Juliano Garcia Bertoldo, melhorista do Centro Estadual de Diagnóstico e Pesquisa da Agricultura Familiar (Ceafa) da SEAPDR, que desenvolveu a variedade com outros dois pesquisadores, conta que a RS Centenário foi nomeada em homenagem aos 100 anos da pesquisa agropecuária no Rio Grande do Sul, completados em 2019 e contados a partir da data de fundação da Estação de Seleção de Sementes, primeira ação oficial de pesquisa agropecuária do governo do Estado. De acordo com Bertoldo, trata-se de uma variedade de feijão diferente do preto e do carioca, mais conhecidos, podendo ter maior valor no mercado. 

Evolução da cultivar Iraí, também rajada, a RS Centenário tem produtividade que pode chegar a 1,68 tonelada por hectare, com semeadura adequada aos períodos de safra e safrinha, em lavouras irrigadas ou não, em plantio convencional ou direto e também para cultivos orgânicos. “É importante que outros tipos de feijões sejam disponibilizados aos agricultores e consumidores”, ressalta Bertoldo, segundo o qual cada tipo de feijão tem diferentes características nutricionais.

  Diferente dos feijões tradicionais. Foto: Juliano Garcia Bertoldo / Seapdr / Divulgação

A secretaria espera lançar, ainda este ano, outras cultivares, de feijão preto e de carioca. “Já temos algumas linhagens em fase de avaliação preliminar e outras em etapas mais avançadas”, relata Bertoldo. A variedade do grupo preto, diz, está mais avançada e apresentou bons resultados de rendimento. Sobre a queda na produção do alimento, Bertoldo salienta que ela aconteceu em outros grãos, como milho, trigo e arroz, com os produtores migrando para o cultivo da soja. 

“É importante a produção de novas variedades, novos incentivos do governo e políticas públicas que promovam o incentivo do feijão”, ressalta Juliano Bertoldo. “Ao longo de vários anos se percebe essa tendência (de queda na produção de feijão) e é importantíssimo que novas políticas sejam adotadas para incentivar essa e outras culturas”, finaliza o melhorista.

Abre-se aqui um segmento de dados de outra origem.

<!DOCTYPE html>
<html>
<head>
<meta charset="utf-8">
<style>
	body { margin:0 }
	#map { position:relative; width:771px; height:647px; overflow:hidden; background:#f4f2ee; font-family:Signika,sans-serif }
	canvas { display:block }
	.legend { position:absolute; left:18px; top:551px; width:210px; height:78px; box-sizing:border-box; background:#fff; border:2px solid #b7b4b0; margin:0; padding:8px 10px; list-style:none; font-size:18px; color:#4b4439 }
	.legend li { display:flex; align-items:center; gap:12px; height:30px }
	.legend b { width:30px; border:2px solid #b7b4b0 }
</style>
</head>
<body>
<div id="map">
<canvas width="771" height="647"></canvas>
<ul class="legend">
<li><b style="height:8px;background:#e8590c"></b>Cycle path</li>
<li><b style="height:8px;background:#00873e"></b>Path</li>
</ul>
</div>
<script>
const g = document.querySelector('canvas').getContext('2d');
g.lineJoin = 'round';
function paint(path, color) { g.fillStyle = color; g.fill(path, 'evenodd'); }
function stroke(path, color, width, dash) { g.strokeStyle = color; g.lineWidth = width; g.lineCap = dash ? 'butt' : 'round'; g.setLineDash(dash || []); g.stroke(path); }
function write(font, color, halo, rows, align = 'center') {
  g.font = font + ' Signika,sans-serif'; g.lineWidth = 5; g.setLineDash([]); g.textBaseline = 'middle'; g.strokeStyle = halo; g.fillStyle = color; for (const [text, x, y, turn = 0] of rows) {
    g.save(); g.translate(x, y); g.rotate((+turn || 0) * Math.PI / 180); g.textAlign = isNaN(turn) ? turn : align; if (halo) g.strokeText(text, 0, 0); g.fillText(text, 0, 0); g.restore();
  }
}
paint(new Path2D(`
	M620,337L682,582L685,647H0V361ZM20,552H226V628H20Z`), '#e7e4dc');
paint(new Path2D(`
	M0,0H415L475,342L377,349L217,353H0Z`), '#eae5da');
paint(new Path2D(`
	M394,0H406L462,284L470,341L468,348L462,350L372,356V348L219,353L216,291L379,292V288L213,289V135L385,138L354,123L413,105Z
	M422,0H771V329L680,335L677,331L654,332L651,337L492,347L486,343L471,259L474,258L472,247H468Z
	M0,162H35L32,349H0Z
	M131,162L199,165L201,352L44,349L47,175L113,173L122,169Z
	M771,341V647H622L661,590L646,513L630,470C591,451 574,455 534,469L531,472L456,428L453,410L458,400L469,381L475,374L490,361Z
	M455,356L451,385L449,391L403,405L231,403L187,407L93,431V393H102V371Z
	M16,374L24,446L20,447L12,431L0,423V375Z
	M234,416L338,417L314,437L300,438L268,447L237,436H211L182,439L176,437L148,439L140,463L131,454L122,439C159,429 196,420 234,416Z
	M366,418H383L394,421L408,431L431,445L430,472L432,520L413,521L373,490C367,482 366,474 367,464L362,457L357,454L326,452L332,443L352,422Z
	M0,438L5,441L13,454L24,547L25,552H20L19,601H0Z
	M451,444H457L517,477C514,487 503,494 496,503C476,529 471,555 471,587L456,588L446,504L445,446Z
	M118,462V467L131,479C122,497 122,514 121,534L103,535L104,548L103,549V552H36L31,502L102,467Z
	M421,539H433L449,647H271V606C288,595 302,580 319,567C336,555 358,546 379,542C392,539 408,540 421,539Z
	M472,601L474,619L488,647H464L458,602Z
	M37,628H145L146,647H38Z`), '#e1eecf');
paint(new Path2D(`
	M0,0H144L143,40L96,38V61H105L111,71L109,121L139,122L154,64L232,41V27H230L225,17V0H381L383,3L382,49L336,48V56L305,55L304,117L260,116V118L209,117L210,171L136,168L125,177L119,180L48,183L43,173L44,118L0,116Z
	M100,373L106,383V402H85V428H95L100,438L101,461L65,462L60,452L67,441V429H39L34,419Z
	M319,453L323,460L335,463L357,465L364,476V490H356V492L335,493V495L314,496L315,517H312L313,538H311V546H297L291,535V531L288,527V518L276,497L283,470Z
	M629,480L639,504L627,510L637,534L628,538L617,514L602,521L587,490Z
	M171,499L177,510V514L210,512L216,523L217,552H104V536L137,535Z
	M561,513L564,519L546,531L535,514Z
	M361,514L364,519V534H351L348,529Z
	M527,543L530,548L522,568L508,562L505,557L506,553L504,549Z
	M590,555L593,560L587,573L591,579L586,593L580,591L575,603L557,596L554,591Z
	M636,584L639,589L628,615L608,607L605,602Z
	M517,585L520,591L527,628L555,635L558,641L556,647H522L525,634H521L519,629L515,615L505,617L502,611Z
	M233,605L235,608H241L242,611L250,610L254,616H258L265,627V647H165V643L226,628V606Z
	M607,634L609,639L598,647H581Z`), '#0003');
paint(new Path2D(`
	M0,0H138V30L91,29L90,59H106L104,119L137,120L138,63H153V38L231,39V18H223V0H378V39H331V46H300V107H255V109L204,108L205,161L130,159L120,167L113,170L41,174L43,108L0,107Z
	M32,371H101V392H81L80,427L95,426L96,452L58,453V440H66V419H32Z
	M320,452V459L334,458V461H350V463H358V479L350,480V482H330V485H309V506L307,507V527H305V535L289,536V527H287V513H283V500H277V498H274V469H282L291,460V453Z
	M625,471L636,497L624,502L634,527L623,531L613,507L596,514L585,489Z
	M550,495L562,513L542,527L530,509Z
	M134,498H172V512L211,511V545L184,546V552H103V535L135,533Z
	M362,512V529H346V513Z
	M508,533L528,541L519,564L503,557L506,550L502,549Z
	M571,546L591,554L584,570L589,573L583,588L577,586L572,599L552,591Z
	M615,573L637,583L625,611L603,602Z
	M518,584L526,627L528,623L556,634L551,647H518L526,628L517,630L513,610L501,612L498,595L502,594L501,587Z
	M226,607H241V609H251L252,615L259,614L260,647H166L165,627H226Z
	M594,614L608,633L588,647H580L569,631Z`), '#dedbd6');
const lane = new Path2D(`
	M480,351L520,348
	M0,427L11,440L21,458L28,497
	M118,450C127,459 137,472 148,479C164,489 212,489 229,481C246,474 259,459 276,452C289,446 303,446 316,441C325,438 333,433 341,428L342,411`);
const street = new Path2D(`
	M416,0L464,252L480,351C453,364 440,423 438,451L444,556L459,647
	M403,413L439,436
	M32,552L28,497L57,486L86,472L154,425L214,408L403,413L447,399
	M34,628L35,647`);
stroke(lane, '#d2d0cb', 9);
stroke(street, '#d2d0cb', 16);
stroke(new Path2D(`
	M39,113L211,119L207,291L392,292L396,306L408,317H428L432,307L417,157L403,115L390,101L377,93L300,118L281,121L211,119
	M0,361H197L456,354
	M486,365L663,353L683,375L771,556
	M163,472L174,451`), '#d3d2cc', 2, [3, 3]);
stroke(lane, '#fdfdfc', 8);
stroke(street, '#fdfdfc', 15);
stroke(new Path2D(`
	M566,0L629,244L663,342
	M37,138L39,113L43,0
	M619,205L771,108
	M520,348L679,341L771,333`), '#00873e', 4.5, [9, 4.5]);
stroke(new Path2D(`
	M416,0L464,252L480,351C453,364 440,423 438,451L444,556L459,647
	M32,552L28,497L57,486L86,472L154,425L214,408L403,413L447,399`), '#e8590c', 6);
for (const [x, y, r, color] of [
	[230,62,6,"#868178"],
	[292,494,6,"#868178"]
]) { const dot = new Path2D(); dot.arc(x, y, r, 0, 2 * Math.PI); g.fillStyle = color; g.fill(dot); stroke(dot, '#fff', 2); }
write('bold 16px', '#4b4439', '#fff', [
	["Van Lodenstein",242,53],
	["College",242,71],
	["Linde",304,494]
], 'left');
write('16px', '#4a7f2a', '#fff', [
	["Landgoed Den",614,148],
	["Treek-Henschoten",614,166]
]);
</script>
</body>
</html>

Para o coordenador da Área de Culturas e de Defesa Sanitária Vegetal da Emater-RS/Ascar, Elder Dal Prá, outro fator significativo na desistência dos agricultores de plantar feijão é a redução de mão de obra. “Essa questão nas propriedades familiares faz com que os agricultores busquem cultivos mecanizáveis, como é a soja”, explica Dal Prá. A rentabilidade também é uma questão envolvida no abandono do cultivo. “A gente tem uma característica de volatilidade nos preços do cultivo do feijão e isso faz com que o agricultor também não tenha tanta segurança na plantação”, explica o coordenador. 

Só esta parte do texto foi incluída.